BC 2 AI UPS battery cabinet

To address the changing power behaviour of AI-driven infrastructure, ZincFive has developed the BC 2 AI UPS battery cabinet, a product designed to support both traditional backup power requirements and the rapid fluctuations introduced by modern compute workloads.

In conventional data-centre power architectures, batteries provide energy during a grid failure while generators start and synchronise with the facility’s electrical load. AI workloads introduce an additional challenge: highly dynamic power demand that can place new stress on electrical infrastructure.

The BC 2 AI cabinet is designed to handle both.

Installed close to the UPS and critical power path, the system can absorb short, high-intensity power spikes while still retaining sufficient energy capacity to bridge the gap between a utility outage and generator start-up.

“With nickel-zinc you don’t have to compromise,” Brandon says. “You get the safety, reliability and footprint required for UPS back-up while still handling the dynamic power behaviour of AI workloads.”

Because NiZn batteries can deliver high power efficiently without generating the same level of heat as other chemistries, the BC 2 AI cabinet can perform both roles within a single battery infrastructure, reducing the need for oversizing and helping operators preserve valuable data centre floor space.

Protecting the grid as well as the server

The implications of AI-driven power volatility extend beyond the walls of the data centre itself. When clusters of GPUs ramp rapidly between idle and full computational load, the resulting spikes in electricity demand can ripple through the entire electrical chain – from the rack and UPS to facility distribution systems and, ultimately, the utility grid.

Utilities are typically designed to operate within relatively stable demand ranges. Rapid, millisecond-scale fluctuations can introduce instability that affects not only the data centre but other infrastructure connected to the same section of the grid.

This is where immediate power infrastructure begins to play an important role.

By absorbing short-duration power spikes close to the source – at the rack, UPS or facility level – Immediate Power Solutions can act as a buffer between volatile compute workloads and the rest of the electrical system.

“The opportunity for immediate power is to solve those pulses as close to the load as possible,” Brandon explains. “If you stabilise the power profile inside the data centre, everything upstream – the UPS, the distribution equipment and even the grid – operates more smoothly.”

Looking ahead: power infrastructure in the AI era

As the data-centre industry adapts to the growing influence of AI, infrastructure designers are rethinking long-established assumptions about power systems.

Rack densities that once ranged between 10 and 30KW are now climbing rapidly, with some AI deployments pushing toward megawatt-scale power consumption at the rack level.

Supporting this level of compute performance requires a different approach to electrical infrastructure – one capable of responding to both higher overall demand and far more dynamic power behaviour.

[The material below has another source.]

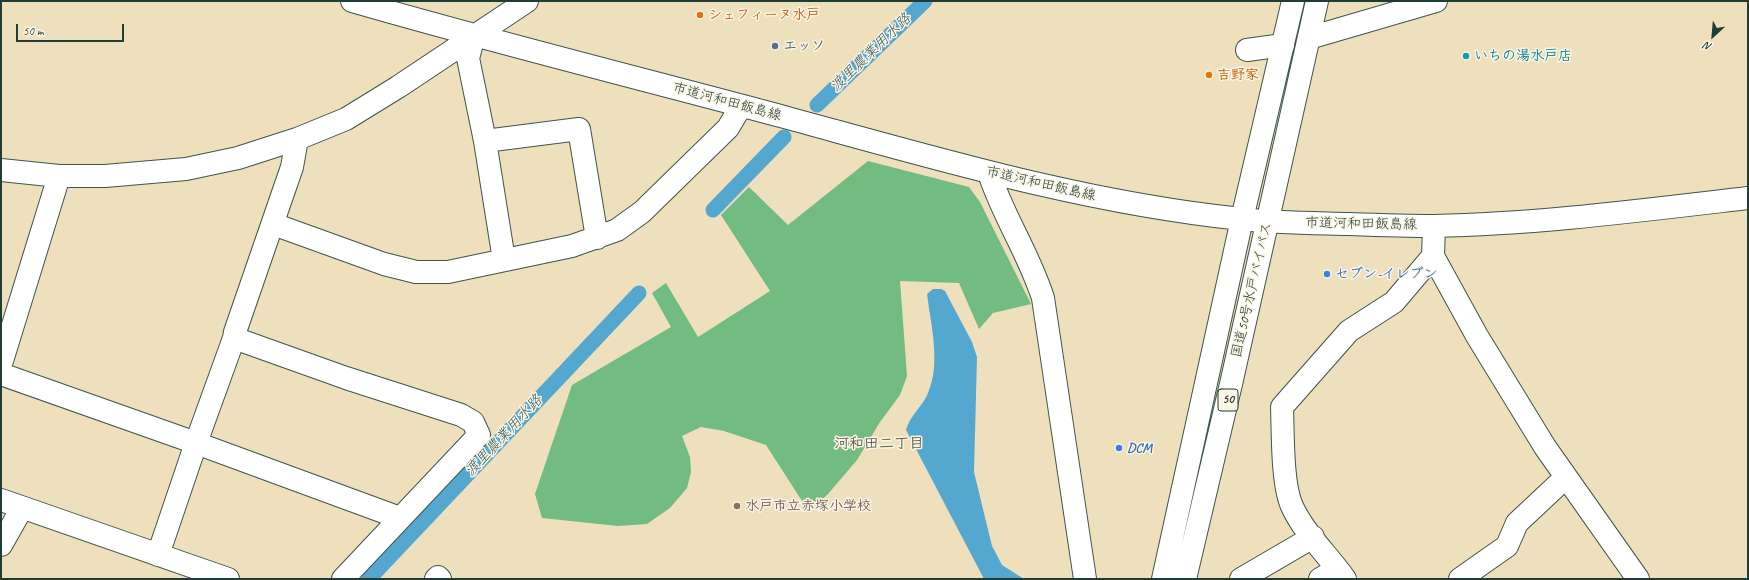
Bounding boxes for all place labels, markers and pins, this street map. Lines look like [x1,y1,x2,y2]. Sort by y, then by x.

For ZincFive, this changing landscape reinforces the importance of immediate power solutions. The company works closely with UPS manufacturers, system integrators and infrastructure providers to integrate its nickel-zinc battery technology into modern power architectures, partnering with leading industry players such as ABB, Vertiv and others across the data-centre power ecosystem.

But the industry itself is still learning how to adapt.

“Right now, the entire sector is learning in real time,” Brandon says. “We’re seeing infrastructure evolve much faster than it has in the past as operators experiment with new architectures and power strategies.”

Over the next several years, those lessons will shape the next generation of data centre power systems.

“AI changed the power profile,” Brandon says. “But it didn’t change the need for reliable back-up.”